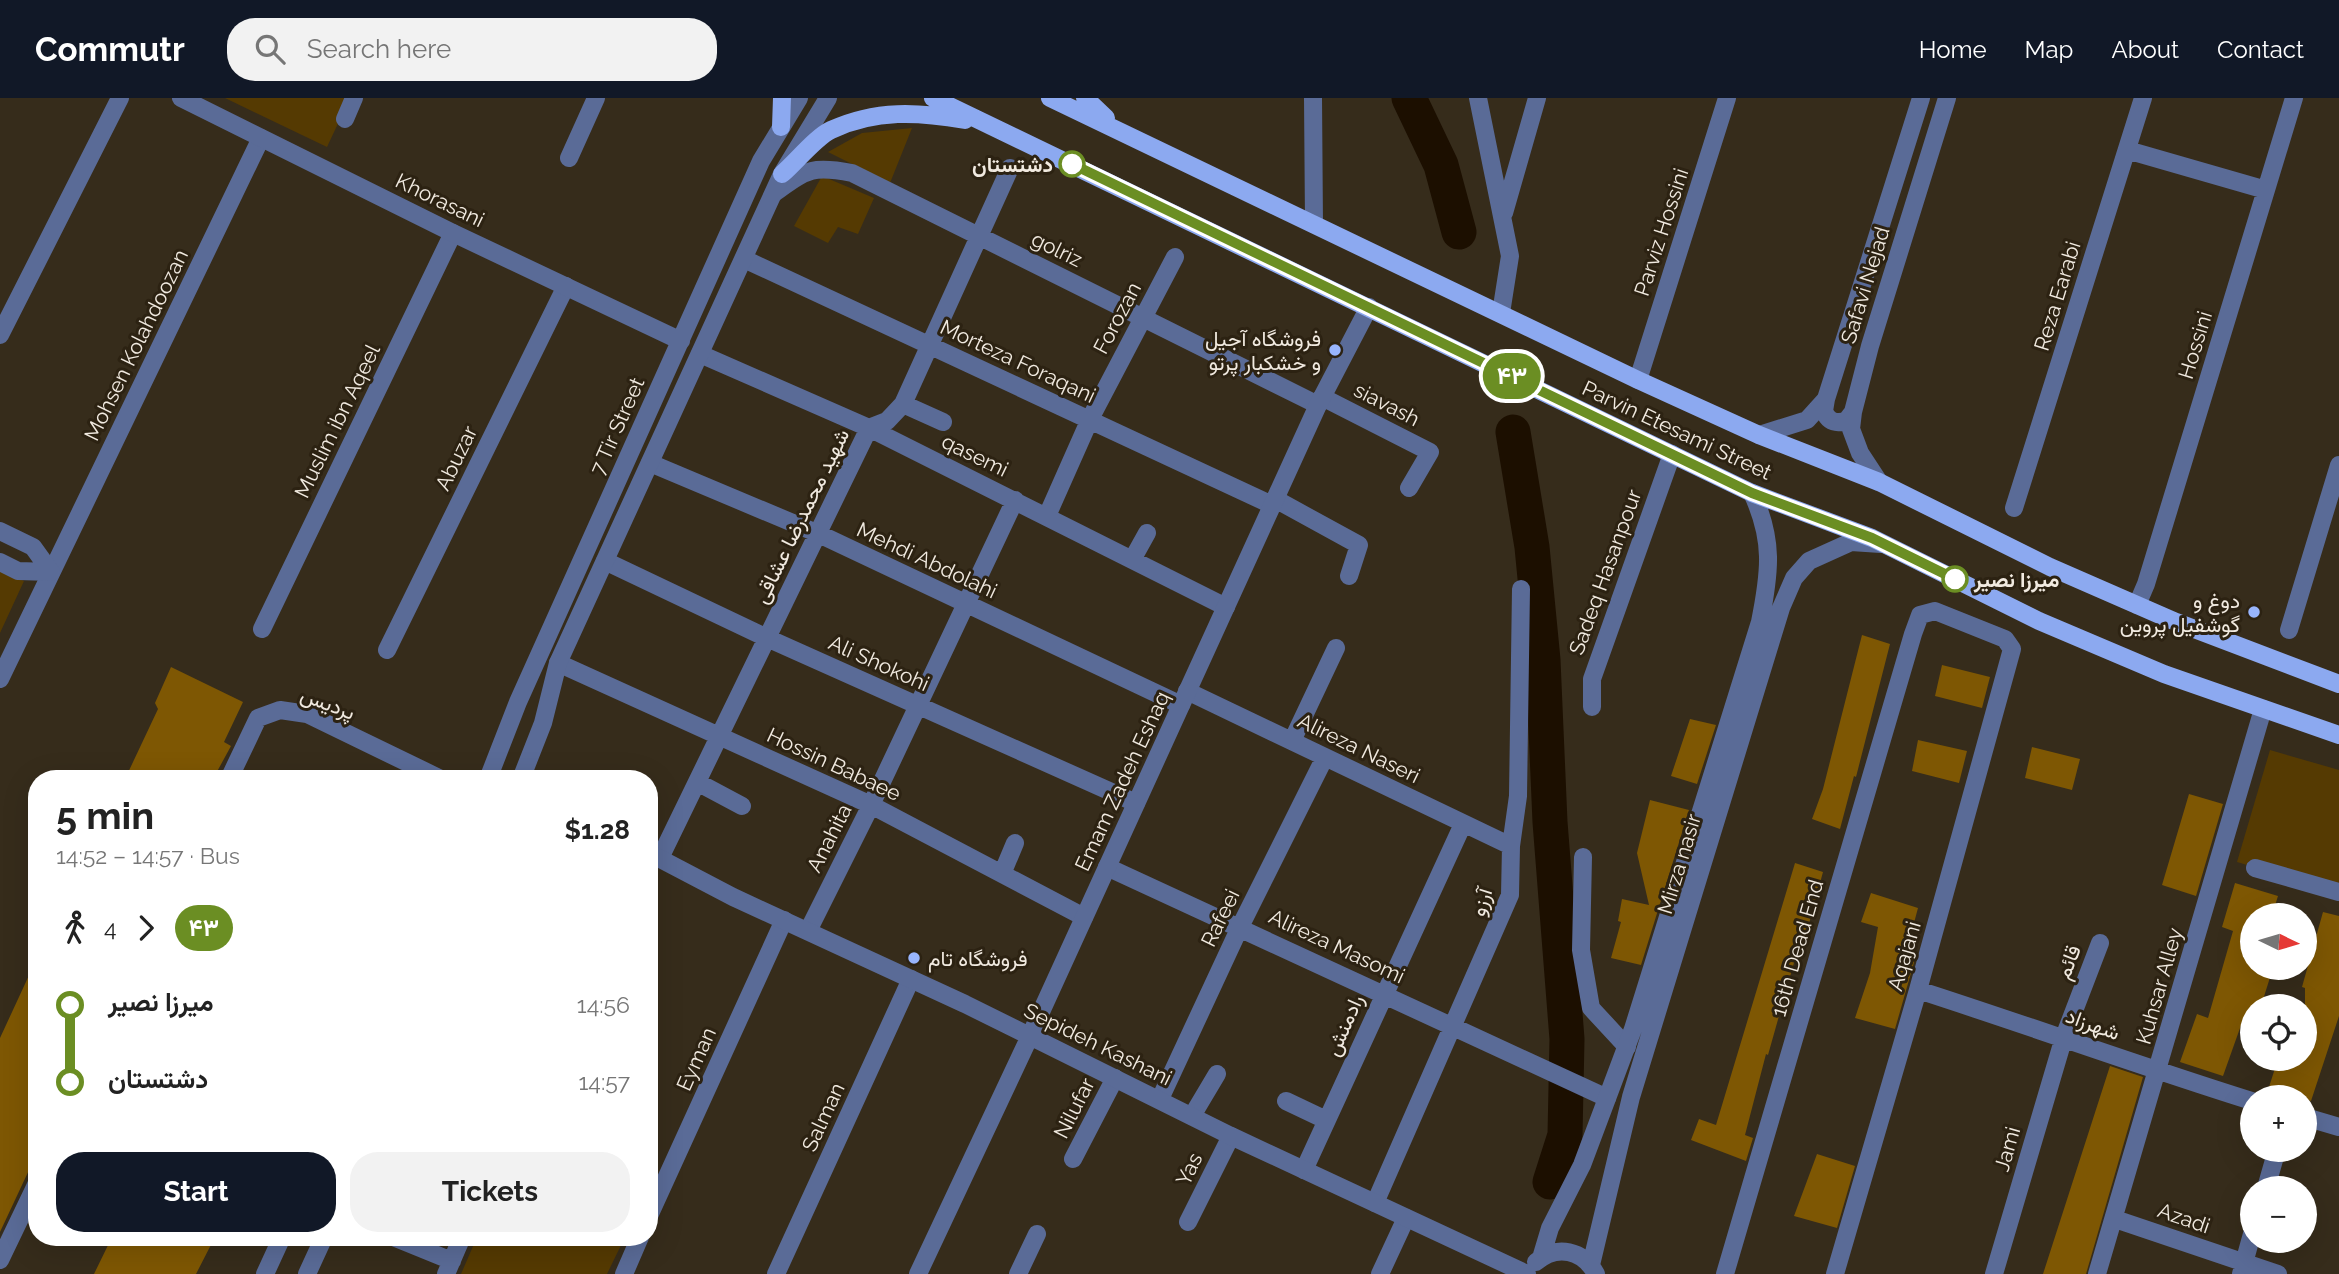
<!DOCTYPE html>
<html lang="en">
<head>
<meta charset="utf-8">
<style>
  body { margin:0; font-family:Raleway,Vazirmatn,sans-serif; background:#f2f2f2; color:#222; height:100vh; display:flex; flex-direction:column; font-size:26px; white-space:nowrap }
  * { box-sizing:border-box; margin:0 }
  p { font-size:23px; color:#767676 }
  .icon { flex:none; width:38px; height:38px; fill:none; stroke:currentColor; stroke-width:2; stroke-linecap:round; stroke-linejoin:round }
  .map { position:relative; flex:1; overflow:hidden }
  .details { position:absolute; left:28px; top:672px; width:630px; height:476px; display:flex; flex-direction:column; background:#fff; border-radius:28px; box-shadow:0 7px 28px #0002 }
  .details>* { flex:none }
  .badge { padding:0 14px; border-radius:23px; font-size:24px; line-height:46px }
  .needle { width:46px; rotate:95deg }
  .controls { position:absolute; left:2240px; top:805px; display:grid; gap:14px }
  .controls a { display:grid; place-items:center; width:77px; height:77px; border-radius:50%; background:#fff; box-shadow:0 7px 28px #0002; font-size:35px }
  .map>.badge { position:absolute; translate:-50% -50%; box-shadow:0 0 0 4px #fff }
  .legs { display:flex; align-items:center; gap:10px; height:77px; padding:0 28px; font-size:23px }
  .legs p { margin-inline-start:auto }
  .overview { display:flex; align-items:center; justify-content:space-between; height:119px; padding:0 28px }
  h1 { font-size:38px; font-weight:700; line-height:52px }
  .button { display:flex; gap:14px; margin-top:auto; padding:14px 28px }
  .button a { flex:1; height:80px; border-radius:28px; background:#111827; color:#fff; font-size:28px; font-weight:700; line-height:80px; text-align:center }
  .button a+a { background:#f2f2f2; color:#222 }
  ul { padding:0 28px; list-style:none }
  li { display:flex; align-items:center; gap:24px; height:77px; font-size:26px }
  li i { display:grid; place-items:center; width:10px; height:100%; margin:0 9px; background:currentColor }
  li i::after { content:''; width:18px; height:18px; margin:-9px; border:5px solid; border-radius:50%; background:#fff }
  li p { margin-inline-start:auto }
  li:first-child i { background:linear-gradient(#0000 50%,currentColor 0) }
  li:last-child i { background:linear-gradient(currentColor 50%,#0000 0) }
  header { display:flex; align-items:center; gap:42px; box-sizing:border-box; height:98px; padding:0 35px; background:#111827; color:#fff }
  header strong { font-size:33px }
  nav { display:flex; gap:38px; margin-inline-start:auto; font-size:24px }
  .search { width:490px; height:63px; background:#f2f2f2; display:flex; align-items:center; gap:18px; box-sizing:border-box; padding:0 24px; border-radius:28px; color:#767676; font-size:26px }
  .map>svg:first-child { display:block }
  .green { fill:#553a02 }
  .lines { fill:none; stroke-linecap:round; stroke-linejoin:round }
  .river { stroke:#1c0f00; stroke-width:35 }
  .building { fill:#7e5703 }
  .minor { stroke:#5a6b97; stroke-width:18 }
  .tertiary { stroke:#5a6b97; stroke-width:18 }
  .primary { stroke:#8ca9f0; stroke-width:18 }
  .line-1-casing { stroke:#fff; stroke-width:16 }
  .line-1 { stroke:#6b8e23; stroke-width:10 }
  .stop-1-dot { fill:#fff; stroke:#6b8e23; stroke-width:3.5 }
  .poi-dot { fill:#98b5fd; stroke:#2c2212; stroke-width:2.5 }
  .labels { text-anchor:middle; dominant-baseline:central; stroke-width:6; stroke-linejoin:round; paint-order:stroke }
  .stop-label { font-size:21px; font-weight:bold; fill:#f1eae0; stroke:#2c2212; text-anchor:end }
  .street-label { font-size:21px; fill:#f1eae0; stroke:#2c2212 }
  .poi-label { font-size:21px; fill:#f1eae0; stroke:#2c2212; text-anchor:end }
</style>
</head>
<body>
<header>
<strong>Commutr</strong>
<div class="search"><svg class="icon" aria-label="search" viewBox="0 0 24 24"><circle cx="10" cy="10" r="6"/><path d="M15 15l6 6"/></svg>Search here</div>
<nav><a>Home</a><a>Map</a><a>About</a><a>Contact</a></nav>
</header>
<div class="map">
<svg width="2339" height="1176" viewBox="0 0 2339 1176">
  <rect width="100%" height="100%" fill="#362c1b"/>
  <path class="green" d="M 225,0 L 350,0 L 327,49 Z
    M 912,30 L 890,85 L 828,54 L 862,35 Z
    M 822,78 L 874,100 L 858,136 L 838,129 L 828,145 L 794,128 Z
    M 0,473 L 24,483 L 0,535 Z
    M 2270,652 L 2339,672 L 2339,794 L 2237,764 Z
    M 477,1139 L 625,1139 L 607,1176 L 461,1176 Z"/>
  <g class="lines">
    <path class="river" d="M 1409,0 L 1441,67 L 1459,134
      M 1513,334 L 1532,449 L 1543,562 L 1550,724 L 1567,941 L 1565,1037 L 1550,1084"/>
  </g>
  <path class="building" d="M 1862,537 L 1890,546 L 1856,679 L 1854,678 L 1840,731 L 1812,721 L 1823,691 Z
    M 1942,567 L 1990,579 L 1982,610 L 1935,598 Z
    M 171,569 L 243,604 L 224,644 L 231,648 L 213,681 L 125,681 L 158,611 L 155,605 Z
    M 1690,621 L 1716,627 L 1697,686 L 1671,678 Z
    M 1918,642 L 1967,653 L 1959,685 L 1912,673 Z
    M 2032,649 L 2080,661 L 2072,692 L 2025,680 Z
    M 2189,696 L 2223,706 L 2196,798 L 2162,787 Z
    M 1650,702 L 1689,712 L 1641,867 L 1611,860 L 1621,824 L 1618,823 L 1622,801 L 1649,807 L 1637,755 Z
    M 1795,765 L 1823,774 L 1801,855 L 1797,854 L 1768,957 L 1766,956 L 1745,1037 L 1753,1040 L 1746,1063 L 1691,1042 L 1699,1021 L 1716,1027 Z
    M 2235,785 L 2278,798 L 2272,817 L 2252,817 L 2252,870 L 2273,870 L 2261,908 L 2252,908 L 2252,919 L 2245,916 L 2223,978 L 2180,964 L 2197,916 L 2208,920 L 2233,833 L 2222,829 Z
    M 1871,795 L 1918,810 L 1907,851 L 1917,854 L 1895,931 L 1855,920 L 1870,875 L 1878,829 L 1861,824 Z
    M 2323,814 L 2339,818 L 2339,918 L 2311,1003 L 2269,989 L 2278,961 L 2305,961 L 2305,890 L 2302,889 Z
    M 37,860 L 37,1055 L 0,1134 L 0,940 Z
    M 2110,968 L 2143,979 L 2086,1176 L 2043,1176 Z
    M 1817,1056 L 1855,1068 L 1837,1130 L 1794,1118 Z
    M 112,1139 L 215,1139 L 196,1176 L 94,1176 Z"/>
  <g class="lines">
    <path class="minor" d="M 1313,0 L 1314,126
      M 1478,0 L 1510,158 L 1501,215
      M 345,21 L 354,0
      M 2127,52 L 2266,92
      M 569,60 L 596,0
      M 774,95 C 807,72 811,67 852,75 L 1318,307
      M 1504,115 L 1537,0
      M 744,161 L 1272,407
      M 0,237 L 120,0
      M 700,256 L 869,330 L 1226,509
      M 1638,282 L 1727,0
      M 1322,299 L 1430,354 L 1409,390
      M 903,306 L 943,324
      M 650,365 L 819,436 L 1181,607
      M 1275,401 L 1359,447 L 1349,478
      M 2014,410 L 2143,0
      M 1047,418 L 1090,321 L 1175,159
      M 1132,462 L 1147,435
      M 605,463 L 767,540 L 1136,705
      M 2137,507 L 2146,486 L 2294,0
      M 262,531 L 453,135
      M 2289,532 L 2339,367
      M 387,552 L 566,188
      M 558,565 L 871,707 L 1084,819
      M 0,581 L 261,40
      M 1187,593 L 1511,748
      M 1592,609 L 1592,581 L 1672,356
      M 1292,643 L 1336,550
      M 229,681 L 258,620 L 280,612 L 307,616 L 441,681
      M 697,684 L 742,708
      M 1583,759 L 1581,852 L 1591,910 L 1627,949
      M 660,760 L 869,330 L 887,323 L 903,306 L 1010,70
      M 1107,769 L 1607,1000
      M 2255,770 L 2339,794
      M 1002,776 L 1015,745
      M 808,833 L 871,707 L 1015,402
      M 1918,892 C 2030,928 2140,968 2252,1003
      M 1160,1001 L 1240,829 L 1325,659
      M 1286,1003 L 1326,1022
      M 1192,1018 L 1217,976
      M 2305,1019 L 2339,1029
      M 1073,1061 L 1115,980
      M 1304,1072 L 1463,726
      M 2266,1090 L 2276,1055
      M 1375,1105 L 1510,797 L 1511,748 L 1518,698 L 1521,491
      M 649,1118 L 784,822
      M 2115,1121 L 2278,1176
      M 1188,1124 L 1231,1038
      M 393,1139 L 452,1163
      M 0,1162 L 37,1085
      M 446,1176 L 462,1139
      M 624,1176 L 640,1139
      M 776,1176 L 911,881
      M 1018,1176 L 1037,1136
      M 1380,1176 L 1406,1120
      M 1725,1176 L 1913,536 L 1920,517 L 1935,513 L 2005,541 L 2012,551 L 1918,892 L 1835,1176
      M 1994,1176 L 2064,939 L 2100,845
      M 2097,1176 L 2263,611
      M 2241,1176 L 2252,1136"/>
    <path class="tertiary" d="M 181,0 L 453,135 L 681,243
      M 1826,301 L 1824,313 C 1828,323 1835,326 1846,323 L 1853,314
      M 1759,337 L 1807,322 L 1826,301 L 1921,0
      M 1879,384 L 1860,355 L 1851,331 L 1853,314 L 1870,248 L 1947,0
      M 0,433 L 33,449 L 51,474 L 18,473 L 0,464
      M 488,681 L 518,604 L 761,63 L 799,0
      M 521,681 L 543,625 L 558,565 L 782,76 L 828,0
      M 649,755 L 733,799 L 965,906 L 1231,1038 L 1527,1176
      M 1541,1160 L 1550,1130 L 1582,1067 L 1633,931 L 1760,524 C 1770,474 1774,442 1752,395
      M 1536,1164 C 1557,1146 1583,1152 1596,1176
      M 1591,1167 L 1631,999 L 1781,510 L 1794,480 L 1809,463 L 1851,444 L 1881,446
      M 265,1176 L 282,1139
      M 307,1176 L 324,1139
      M 918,1176 L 1030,938 L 1318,307 L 1369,209"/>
    <path class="primary" d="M 933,0 L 1752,395 L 1872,440 L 2039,523 L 2164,576 L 2339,637
      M 1050,0 L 1638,282 L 1759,337 L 1879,384 L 2050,469 L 2176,524 L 2339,586
      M 1085,0 L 1106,20
      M 781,29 L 782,0
      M 782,76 C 796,64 816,39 831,32 C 876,11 919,14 965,22"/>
  </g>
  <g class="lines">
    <g class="line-1-casing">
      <path id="line-1" d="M 1072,66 L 1752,395 L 1872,440 L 1955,481"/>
    </g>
    <use href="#line-1" class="line-1"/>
  </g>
  <g class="stop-1-dot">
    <circle cx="1072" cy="66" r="12"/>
    <circle cx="1955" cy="481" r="12"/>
  </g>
  <g class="poi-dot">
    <circle cx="1335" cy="252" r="7"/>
    <circle cx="2254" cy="514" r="7"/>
    <circle cx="914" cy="860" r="7"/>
  </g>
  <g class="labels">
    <g class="stop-label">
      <text x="1053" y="66">دشتستان</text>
      <text x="1974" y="481" text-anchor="start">میرزا نصیر</text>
    </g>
    <g class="street-label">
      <text transform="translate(440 102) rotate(26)">Khorasani</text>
      <text transform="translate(1661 134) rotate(-72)">Parviz Hossini</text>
      <text transform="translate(1057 151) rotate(26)">golriz</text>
      <text transform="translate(1865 187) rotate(-73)">Safavi Nejad</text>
      <text transform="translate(2057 198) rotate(-73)">Reza Earabi</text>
      <text transform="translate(1117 220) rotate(-62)">Forozan</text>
      <text transform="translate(136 247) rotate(-64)">Mohsen Kolahdoozan</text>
      <text transform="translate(2195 247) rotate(-73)">Hossini</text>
      <text transform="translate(1018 263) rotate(25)">Morteza Foraqani</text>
      <text transform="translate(1387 306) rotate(27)">siavash</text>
      <text transform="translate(337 323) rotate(-64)">Muslim ibn Aqeel</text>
      <text transform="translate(617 328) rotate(-66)">7 Tir Street</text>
      <text transform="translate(1677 332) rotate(25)">Parvin Etesami Street</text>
      <text transform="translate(975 357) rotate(26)">qasemi</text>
      <text transform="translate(456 360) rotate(-64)">Abuzar</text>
      <text transform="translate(801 418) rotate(-64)">شهید محمدرضا عشاقی</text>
      <text transform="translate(927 462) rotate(25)">Mehdi Abdolahi</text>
      <text transform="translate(1605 474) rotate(-70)">Sadeq Hasanpour</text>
      <text transform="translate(879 565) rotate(24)">Ali Shokohi</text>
      <text transform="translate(328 605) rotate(21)">پردیس</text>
      <text transform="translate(1359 650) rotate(26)">Alireza Naseri</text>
      <text transform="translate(834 666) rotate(25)">Hossin Babaee</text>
      <text transform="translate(1122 683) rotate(-65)">Emam Zadeh Eshaq</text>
      <text transform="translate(829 740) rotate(-63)">Anahita</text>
      <text transform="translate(1679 766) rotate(-73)">Mirza nasir</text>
      <text transform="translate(1481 804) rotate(-72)">آرزو</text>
      <text transform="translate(1220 820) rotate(-64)">Rafeei</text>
      <text transform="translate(1337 848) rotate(25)">Alireza Masomi</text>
      <text transform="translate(1797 850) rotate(-74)">16th Dead End</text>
      <text transform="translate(1904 858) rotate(-74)">Aqajani</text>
      <text transform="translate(2068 864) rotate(-69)">قائم</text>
      <text transform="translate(2159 888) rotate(-74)">Kuhsar Alley</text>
      <text transform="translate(2093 926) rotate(20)">شهرزاد</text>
      <text transform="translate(1344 927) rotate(-66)">رادمنش</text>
      <text transform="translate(1098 946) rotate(26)">Sepideh Kashani</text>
      <text transform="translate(696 961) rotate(-66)">Eyman</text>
      <text transform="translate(1074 1010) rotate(-63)">Nilufar</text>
      <text transform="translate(823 1019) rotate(-65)">Salman</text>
      <text transform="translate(2007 1051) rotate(-74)">Jami</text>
      <text transform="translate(1189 1071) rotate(-64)">Yas</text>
      <text transform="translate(2184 1120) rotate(19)">Azadi</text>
    </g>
    <g class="poi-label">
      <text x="1321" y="240">فروشگاه آجیل<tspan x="1321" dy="24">و خشکبار پرتو</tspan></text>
      <text x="2240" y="502">دوغ و<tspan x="2240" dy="24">گوشفیل پروین</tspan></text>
      <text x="928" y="860" text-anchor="start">فروشگاه تام</text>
    </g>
  </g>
</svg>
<div class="controls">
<a><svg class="needle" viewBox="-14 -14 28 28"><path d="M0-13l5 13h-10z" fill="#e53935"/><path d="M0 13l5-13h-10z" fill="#767676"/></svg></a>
<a><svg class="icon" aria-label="locate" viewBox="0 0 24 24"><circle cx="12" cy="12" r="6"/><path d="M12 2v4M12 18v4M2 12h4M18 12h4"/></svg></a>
<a>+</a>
<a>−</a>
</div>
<b class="badge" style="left:1512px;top:278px;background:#6b8e23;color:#fff">۴۳</b>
<section class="details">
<div class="overview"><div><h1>5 min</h1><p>14:52 – 14:57 · Bus</p></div><b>$1.28</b></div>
<div class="legs"><svg class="icon" aria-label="walk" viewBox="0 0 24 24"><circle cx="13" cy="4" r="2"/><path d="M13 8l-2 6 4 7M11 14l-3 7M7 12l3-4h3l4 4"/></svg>4<svg class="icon" aria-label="forward" viewBox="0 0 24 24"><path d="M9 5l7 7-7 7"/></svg><b class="badge" style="background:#6b8e23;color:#fff">۴۳</b></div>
<ul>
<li><i style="color:#6b8e23"></i><b>میرزا نصیر</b><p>14:56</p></li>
<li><i style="color:#6b8e23"></i><b>دشتستان</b><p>14:57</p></li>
</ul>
<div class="button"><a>Start</a><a>Tickets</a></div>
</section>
</div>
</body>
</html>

### WHAT THIS TASK INVOLVES
Give back the material exactly as written, from its first line to the line that contains "display:flex; align-items:center; gap:10px;", and leave out the pictures.

### RESULT FOR THIS TASK
<!DOCTYPE html>
<html lang="en">
<head>
<meta charset="utf-8">
<style>
  body { margin:0; font-family:Raleway,Vazirmatn,sans-serif; background:#f2f2f2; color:#222; height:100vh; display:flex; flex-direction:column; font-size:26px; white-space:nowrap }
  * { box-sizing:border-box; margin:0 }
  p { font-size:23px; color:#767676 }
  .icon { flex:none; width:38px; height:38px; fill:none; stroke:currentColor; stroke-width:2; stroke-linecap:round; stroke-linejoin:round }
  .map { position:relative; flex:1; overflow:hidden }
  .details { position:absolute; left:28px; top:672px; width:630px; height:476px; display:flex; flex-direction:column; background:#fff; border-radius:28px; box-shadow:0 7px 28px #0002 }
  .details>* { flex:none }
  .badge { padding:0 14px; border-radius:23px; font-size:24px; line-height:46px }
  .needle { width:46px; rotate:95deg }
  .controls { position:absolute; left:2240px; top:805px; display:grid; gap:14px }
  .controls a { display:grid; place-items:center; width:77px; height:77px; border-radius:50%; background:#fff; box-shadow:0 7px 28px #0002; font-size:35px }
  .map>.badge { position:absolute; translate:-50% -50%; box-shadow:0 0 0 4px #fff }
  .legs { display:flex; align-items:center; gap:10px; height:77px; padding:0 28px; font-size:23px }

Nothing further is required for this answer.